= Your task =
With the pictures omitted, write out all of the listing exactly.

= Exercise data =
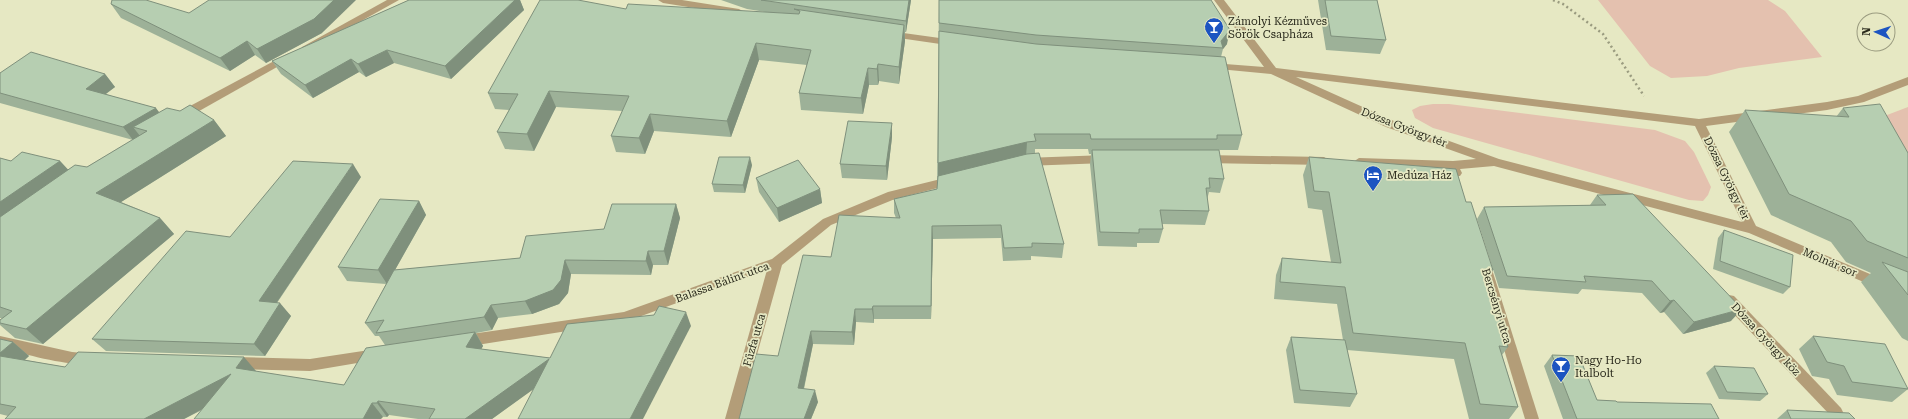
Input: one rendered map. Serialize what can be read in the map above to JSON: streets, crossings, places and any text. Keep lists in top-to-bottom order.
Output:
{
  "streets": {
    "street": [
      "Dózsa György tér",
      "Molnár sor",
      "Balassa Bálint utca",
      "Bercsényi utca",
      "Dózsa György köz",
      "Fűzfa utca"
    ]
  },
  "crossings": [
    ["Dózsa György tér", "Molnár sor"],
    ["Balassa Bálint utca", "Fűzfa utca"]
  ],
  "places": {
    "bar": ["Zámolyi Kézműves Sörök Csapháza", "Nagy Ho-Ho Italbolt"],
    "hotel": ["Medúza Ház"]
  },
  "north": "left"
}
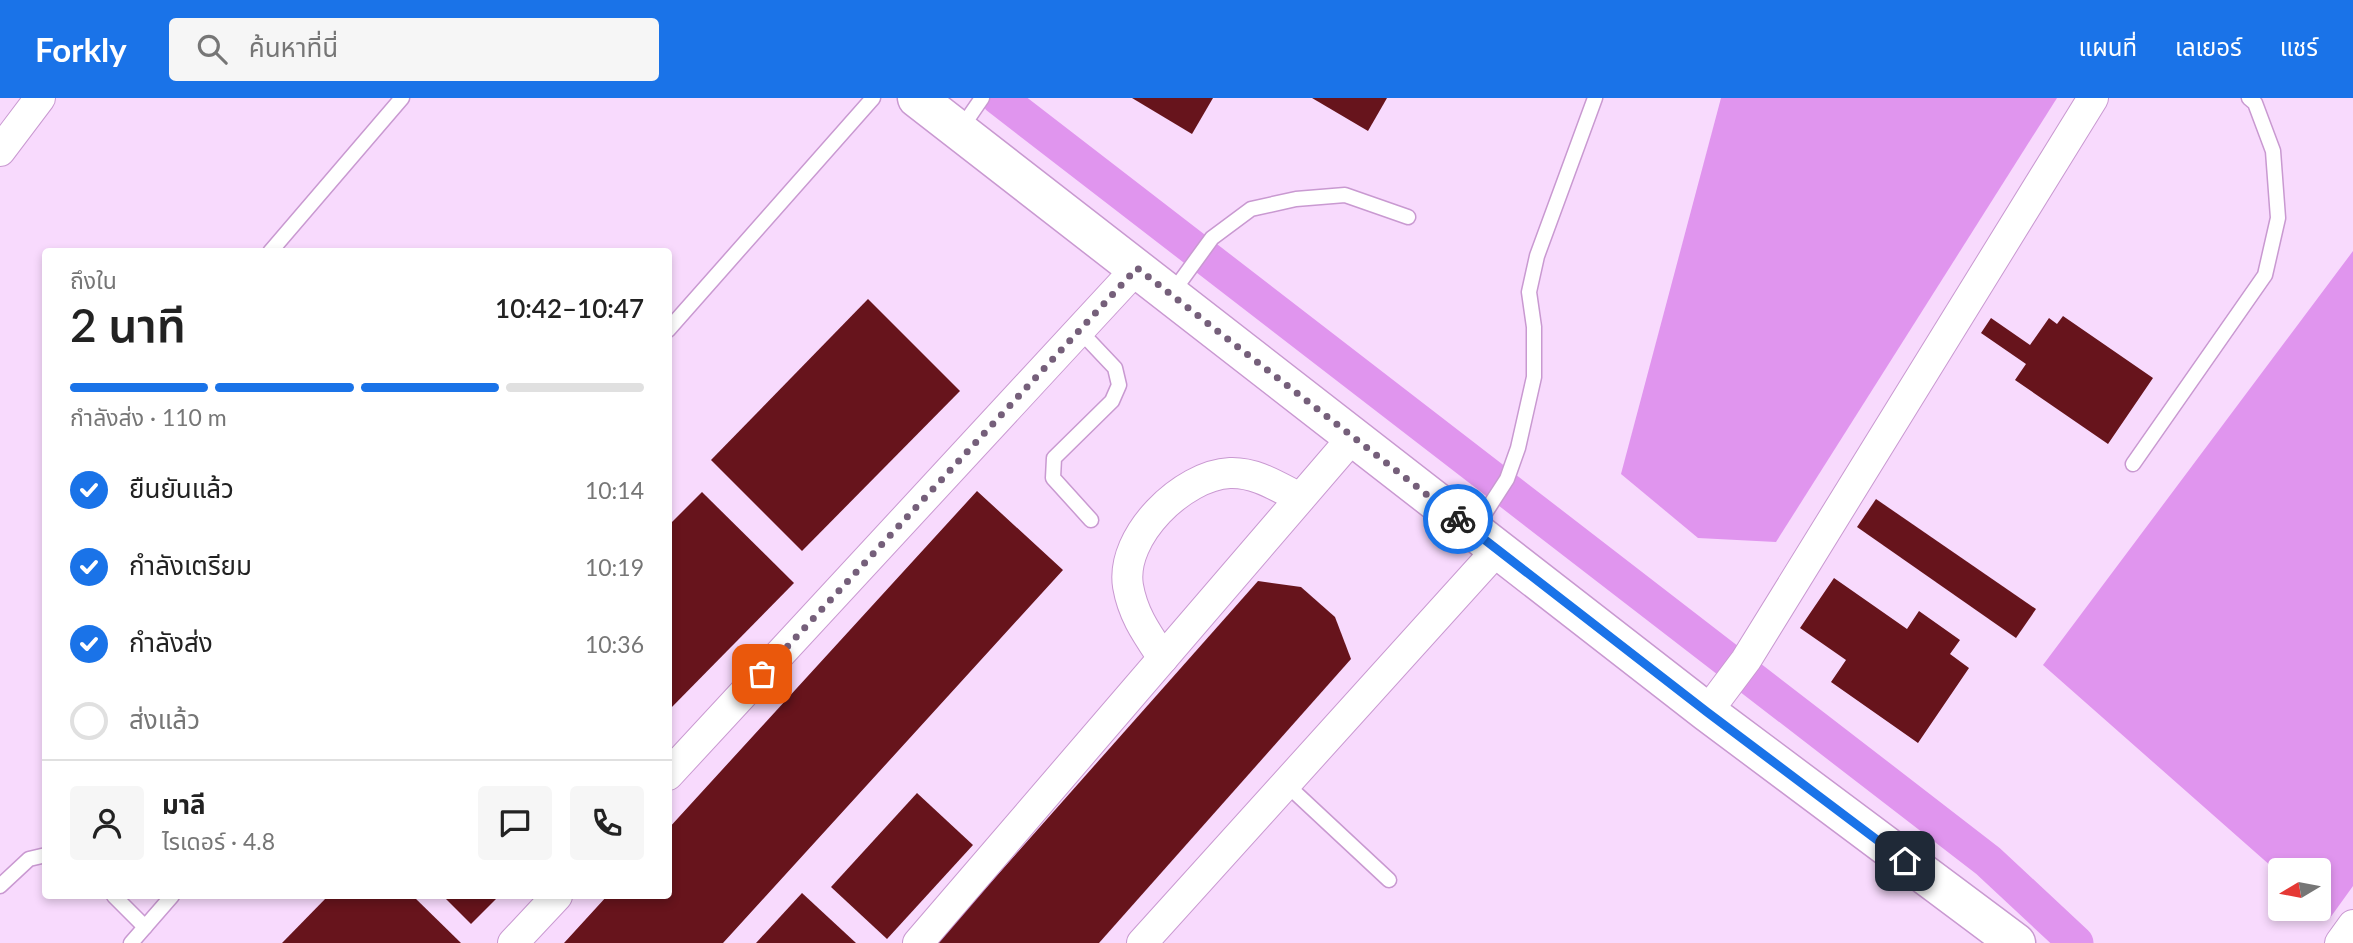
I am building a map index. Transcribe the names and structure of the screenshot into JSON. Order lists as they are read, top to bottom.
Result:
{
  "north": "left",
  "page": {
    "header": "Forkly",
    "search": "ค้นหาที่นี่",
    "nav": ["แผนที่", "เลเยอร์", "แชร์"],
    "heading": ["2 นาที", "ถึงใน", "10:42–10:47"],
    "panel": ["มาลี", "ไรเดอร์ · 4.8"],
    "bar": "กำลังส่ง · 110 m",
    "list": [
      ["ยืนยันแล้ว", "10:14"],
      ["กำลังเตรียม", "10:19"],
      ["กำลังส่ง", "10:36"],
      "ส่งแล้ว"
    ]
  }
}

= Finished task =
Input: one rendered map. Serialize what can be read in the map above to JSON: streets, crossings, places and any text. Keep lists in top-to-bottom order.
Output:
{
  "streets": {
    "street": [
      "Dózsa György tér",
      "Molnár sor",
      "Balassa Bálint utca",
      "Bercsényi utca",
      "Dózsa György köz",
      "Fűzfa utca"
    ]
  },
  "crossings": [
    ["Dózsa György tér", "Molnár sor"],
    ["Balassa Bálint utca", "Fűzfa utca"]
  ],
  "places": {
    "bar": ["Zámolyi Kézműves Sörök Csapháza", "Nagy Ho-Ho Italbolt"],
    "hotel": ["Medúza Ház"]
  },
  "north": "left"
}
I am building a map index. Transcribe the names and structure of the screenshot into JSON. Order lists as they are read, top to bottom.
Result:
{
  "north": "left",
  "page": {
    "header": "Forkly",
    "search": "ค้นหาที่นี่",
    "nav": ["แผนที่", "เลเยอร์", "แชร์"],
    "heading": ["2 นาที", "ถึงใน", "10:42–10:47"],
    "panel": ["มาลี", "ไรเดอร์ · 4.8"],
    "bar": "กำลังส่ง · 110 m",
    "list": [
      ["ยืนยันแล้ว", "10:14"],
      ["กำลังเตรียม", "10:19"],
      ["กำลังส่ง", "10:36"],
      "ส่งแล้ว"
    ]
  }
}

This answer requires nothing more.